UNITED STATES
SECURITIES AND EXCHANGE COMMISSION
Washington, D.C. 20549

FORM 8-K

CURRENT REPORT

Pursuant to Section 13 or 15(d) of the
Securities Exchange Act of 1934

Date of report (Date of earliest event reported): June 9, 2020

Schultze Special Purpose Acquisition Corp.
(Exact name of registrant as specified in its charter)

Delaware
(State or other jurisdiction
of incorporation)
001-38760
(Commission File Number)
83-0891815
(I.R.S. Employer
Identification No.)
     

800 Westchester Avenue, Suite 632
Rye Brook, NY

(Address of principal executive offices)

10573

(Zip Code)

 

(914) 701-5260
(Registrant’s telephone number, including area code)

Not Applicable
(Former name or former address, if changed since last report)

 
           

 

Check the appropriate box below if the Form 8-K is intended to simultaneously satisfy the filing obligation of the registrant under any of the following provisions:

       Written communications pursuant to Rule 425 under the Securities Act (17 CFR 230.425)

       Soliciting material pursuant to Rule 14a-12 under the Exchange Act (17 CFR 240.14a-12)

       Pre-commencement communications pursuant to Rule 14d-2(b) under the Exchange Act (17 CFR 240.14d-2(b))

       Pre-commencement communications pursuant to Rule 13e-4(c) under the Exchange Act (17 CFR 240.13e-4(c))

Securities registered pursuant to Section 12(b) of the Act:

Title of each class   Trading Symbol(s)   Name of each exchange on which registered
Units, each consisting of one share of Common Stock and one Warrant   SAMAU   The Nasdaq Stock Market LLC
Common Stock, par value $0.0001 per share   SAMA   The Nasdaq Stock Market LLC
Warrants, each warrant exercisable for one share of Common Stock at an exercise price of $11.50   SAMAW   The Nasdaq Stock Market LLC

Indicate by check mark whether the registrant is an emerging growth company as defined in Rule 405 of the Securities Act of 1933 (§230.405 of this chapter) or Rule 12b-2 of the Securities Exchange Act of 1934 (§240.12b-2 of this chapter).

Emerging growth company ☒

If an emerging growth company, indicate by check mark if the registrant has elected not to use the extended transition period for complying with any new or revised financial accounting standards provided pursuant to Section 13(a) of the Exchange Act. ☐

 

 

 

 

Item 5.03. Amendments to Articles of Incorporation or Bylaws; Change in Fiscal Year.

The information included in Item 5.07 of this Current Report on Form 8-K is incorporated by reference in this Item 5.03 to the extent required herein.

Item 5.07. Submission of Matters to a Vote of Security Holders.

On June 9, 2020, Schultze Special Purpose Acquisition Corp. (the “Company”) held a special meeting in lieu of the 2020 annual meeting of stockholders (the “Meeting”).

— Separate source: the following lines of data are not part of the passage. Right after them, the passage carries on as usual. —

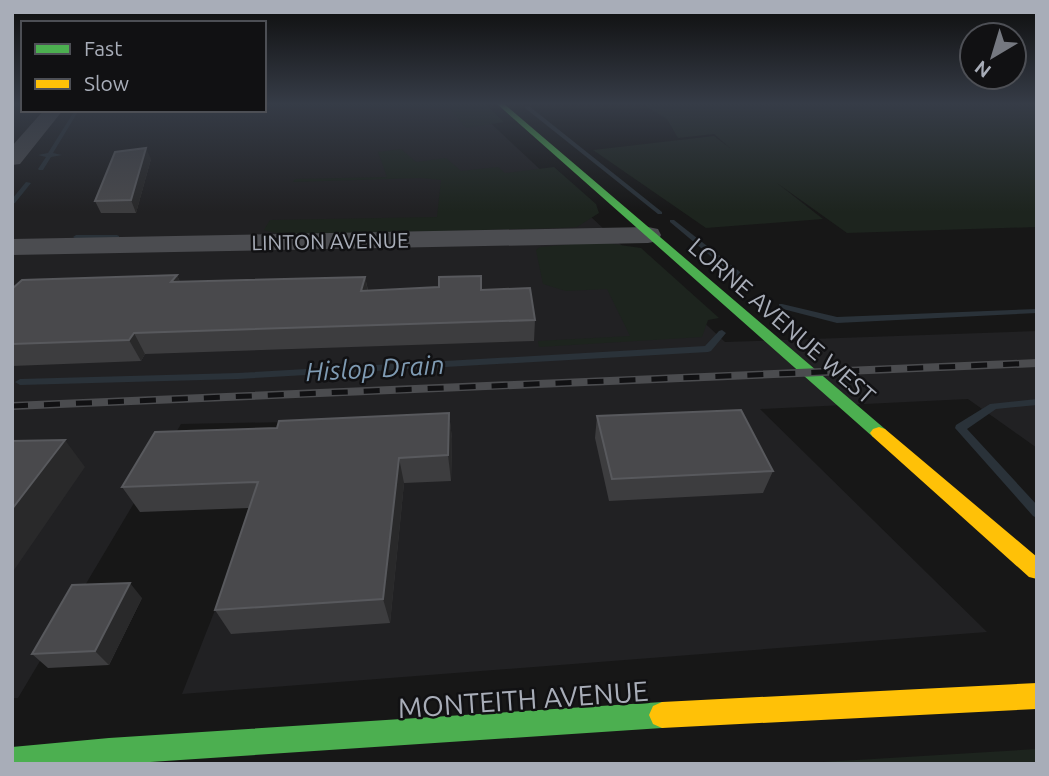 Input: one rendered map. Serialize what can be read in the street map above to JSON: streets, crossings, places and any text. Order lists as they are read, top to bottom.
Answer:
{
  "streets": {
    "main road": ["LORNE AVENUE WEST", "MONTEITH AVENUE"],
    "street": ["LINTON AVENUE"]
  },
  "crossings": [
    ["LINTON AVENUE", "LORNE AVENUE WEST"]
  ],
  "water": ["Hislop Drain"],
  "legend": ["Fast", "Slow"],
  "north": "bottom left"
}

At the Meeting, the Company’s stockholders approved the following items: (i) a proposal to amend (the “Charter Amendment”) the Company’s amended and restated certificate of incorporation to extend the date by which the Company has to consummate a business combination (the “Extension”) from June 13, 2020 to September 30, 2020; (ii) a proposal to re-elect (the “Director Proposal”) two directors, Messrs. William G. LaPerch and William T. Allen, to the Company’s board of directors, with each such director to serve until the second annual meeting of stockholders following the Meeting or until his successor is elected and qualified; and (iii) a proposal to ratify the selection by the Company’s audit committee of Marcum LLP to serve as the Company’s independent registered public accounting firm for the fiscal year ending December 31, 2020 (the “Auditor Proposal”). The affirmative vote of at least sixty-five percent (65%) of the outstanding shares of the Company’s common stock (“Common Stock”) entitled to vote at the Meeting as of May 8, 2020 (the “Record Date”) was required to approve the Charter Amendment, a plurality of the shares of Common Stock present in person or by proxy and entitled to vote at the Meeting as of the Record Date and voting on the Director Proposal was required for the re-election of each of the directors in the Director Proposal and the affirmative vote of at least a majority of the shares of Common Stock present in person or by proxy and entitled to vote at the Meeting as of the Record Date and voting on the Auditor Proposal was required to approve the Auditor Proposal. 34,868 shares of Common Stock were redeemed in connection with the Extension.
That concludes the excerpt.